Task to complete >>
Reproduce the entries. Match every word.

Supplied data >>
= Beginning of Section =

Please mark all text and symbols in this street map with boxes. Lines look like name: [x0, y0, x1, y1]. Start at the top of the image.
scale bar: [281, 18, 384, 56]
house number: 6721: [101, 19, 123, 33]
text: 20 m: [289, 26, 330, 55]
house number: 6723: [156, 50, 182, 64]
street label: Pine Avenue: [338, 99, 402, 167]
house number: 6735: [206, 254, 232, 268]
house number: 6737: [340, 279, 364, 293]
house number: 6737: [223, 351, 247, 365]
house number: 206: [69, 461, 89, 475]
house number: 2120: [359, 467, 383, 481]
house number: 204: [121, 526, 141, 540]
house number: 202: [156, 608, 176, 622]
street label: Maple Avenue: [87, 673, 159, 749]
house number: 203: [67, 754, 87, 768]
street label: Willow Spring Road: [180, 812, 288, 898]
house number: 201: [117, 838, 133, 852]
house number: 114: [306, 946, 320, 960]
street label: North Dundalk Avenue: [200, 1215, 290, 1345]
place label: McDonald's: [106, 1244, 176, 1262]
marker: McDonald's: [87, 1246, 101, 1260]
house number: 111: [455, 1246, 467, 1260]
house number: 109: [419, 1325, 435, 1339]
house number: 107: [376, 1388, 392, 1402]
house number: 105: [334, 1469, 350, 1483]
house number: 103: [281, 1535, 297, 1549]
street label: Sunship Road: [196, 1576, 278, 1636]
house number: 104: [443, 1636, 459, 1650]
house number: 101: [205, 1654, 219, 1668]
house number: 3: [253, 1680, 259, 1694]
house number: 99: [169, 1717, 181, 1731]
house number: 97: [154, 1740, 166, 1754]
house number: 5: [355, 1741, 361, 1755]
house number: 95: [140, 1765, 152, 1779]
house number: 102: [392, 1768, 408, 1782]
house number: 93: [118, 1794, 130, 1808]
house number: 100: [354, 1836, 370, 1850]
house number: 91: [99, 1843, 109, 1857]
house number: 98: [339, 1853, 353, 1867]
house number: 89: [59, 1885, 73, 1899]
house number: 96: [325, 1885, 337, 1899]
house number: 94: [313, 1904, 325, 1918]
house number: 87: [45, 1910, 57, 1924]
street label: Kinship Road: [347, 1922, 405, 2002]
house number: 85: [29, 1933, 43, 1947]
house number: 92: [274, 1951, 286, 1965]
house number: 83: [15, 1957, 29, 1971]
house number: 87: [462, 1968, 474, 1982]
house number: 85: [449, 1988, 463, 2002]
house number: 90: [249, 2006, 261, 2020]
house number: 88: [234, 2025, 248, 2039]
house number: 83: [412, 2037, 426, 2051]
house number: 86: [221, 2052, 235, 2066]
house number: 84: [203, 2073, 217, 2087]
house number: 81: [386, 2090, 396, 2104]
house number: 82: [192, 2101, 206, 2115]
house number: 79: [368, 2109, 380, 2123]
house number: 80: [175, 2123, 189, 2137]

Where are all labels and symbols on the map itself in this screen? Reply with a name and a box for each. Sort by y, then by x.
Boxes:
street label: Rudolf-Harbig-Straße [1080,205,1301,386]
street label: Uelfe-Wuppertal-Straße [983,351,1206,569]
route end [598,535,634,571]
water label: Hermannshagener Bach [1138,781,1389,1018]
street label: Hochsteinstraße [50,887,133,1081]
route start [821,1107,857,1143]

= End of Section =

Written solution >>
Please mark all text and symbols in this street map with boxes. Lines look like name: [x0, y0, x1, y1]. Start at the top of the image.
scale bar: [281, 18, 384, 56]
house number: 6721: [101, 19, 123, 33]
text: 20 m: [289, 26, 330, 55]
house number: 6723: [156, 50, 182, 64]
street label: Pine Avenue: [338, 99, 402, 167]
house number: 6735: [206, 254, 232, 268]
house number: 6737: [340, 279, 364, 293]
house number: 6737: [223, 351, 247, 365]
house number: 206: [69, 461, 89, 475]
house number: 2120: [359, 467, 383, 481]
house number: 204: [121, 526, 141, 540]
house number: 202: [156, 608, 176, 622]
street label: Maple Avenue: [87, 673, 159, 749]
house number: 203: [67, 754, 87, 768]
street label: Willow Spring Road: [180, 812, 288, 898]
house number: 201: [117, 838, 133, 852]
house number: 114: [306, 946, 320, 960]
street label: North Dundalk Avenue: [200, 1215, 290, 1345]
place label: McDonald's: [106, 1244, 176, 1262]
marker: McDonald's: [87, 1246, 101, 1260]
house number: 111: [455, 1246, 467, 1260]
house number: 109: [419, 1325, 435, 1339]
house number: 107: [376, 1388, 392, 1402]
house number: 105: [334, 1469, 350, 1483]
house number: 103: [281, 1535, 297, 1549]
street label: Sunship Road: [196, 1576, 278, 1636]
house number: 104: [443, 1636, 459, 1650]
house number: 101: [205, 1654, 219, 1668]
house number: 3: [253, 1680, 259, 1694]
house number: 99: [169, 1717, 181, 1731]
house number: 97: [154, 1740, 166, 1754]
house number: 5: [355, 1741, 361, 1755]
house number: 95: [140, 1765, 152, 1779]
house number: 102: [392, 1768, 408, 1782]
house number: 93: [118, 1794, 130, 1808]
house number: 100: [354, 1836, 370, 1850]
house number: 91: [99, 1843, 109, 1857]
house number: 98: [339, 1853, 353, 1867]
house number: 89: [59, 1885, 73, 1899]
house number: 96: [325, 1885, 337, 1899]
house number: 94: [313, 1904, 325, 1918]
house number: 87: [45, 1910, 57, 1924]
street label: Kinship Road: [347, 1922, 405, 2002]
house number: 85: [29, 1933, 43, 1947]
house number: 92: [274, 1951, 286, 1965]
house number: 83: [15, 1957, 29, 1971]
house number: 87: [462, 1968, 474, 1982]
house number: 85: [449, 1988, 463, 2002]
house number: 90: [249, 2006, 261, 2020]
house number: 88: [234, 2025, 248, 2039]
house number: 83: [412, 2037, 426, 2051]
house number: 86: [221, 2052, 235, 2066]
house number: 84: [203, 2073, 217, 2087]
house number: 81: [386, 2090, 396, 2104]
house number: 82: [192, 2101, 206, 2115]
house number: 79: [368, 2109, 380, 2123]
house number: 80: [175, 2123, 189, 2137]

Where are all labels and symbols on the map itself in this screen? Reply with a name and a box for each. Sort by y, then by x.
Boxes:
street label: Rudolf-Harbig-Straße [1080,205,1301,386]
street label: Uelfe-Wuppertal-Straße [983,351,1206,569]
route end [598,535,634,571]
water label: Hermannshagener Bach [1138,781,1389,1018]
street label: Hochsteinstraße [50,887,133,1081]
route start [821,1107,857,1143]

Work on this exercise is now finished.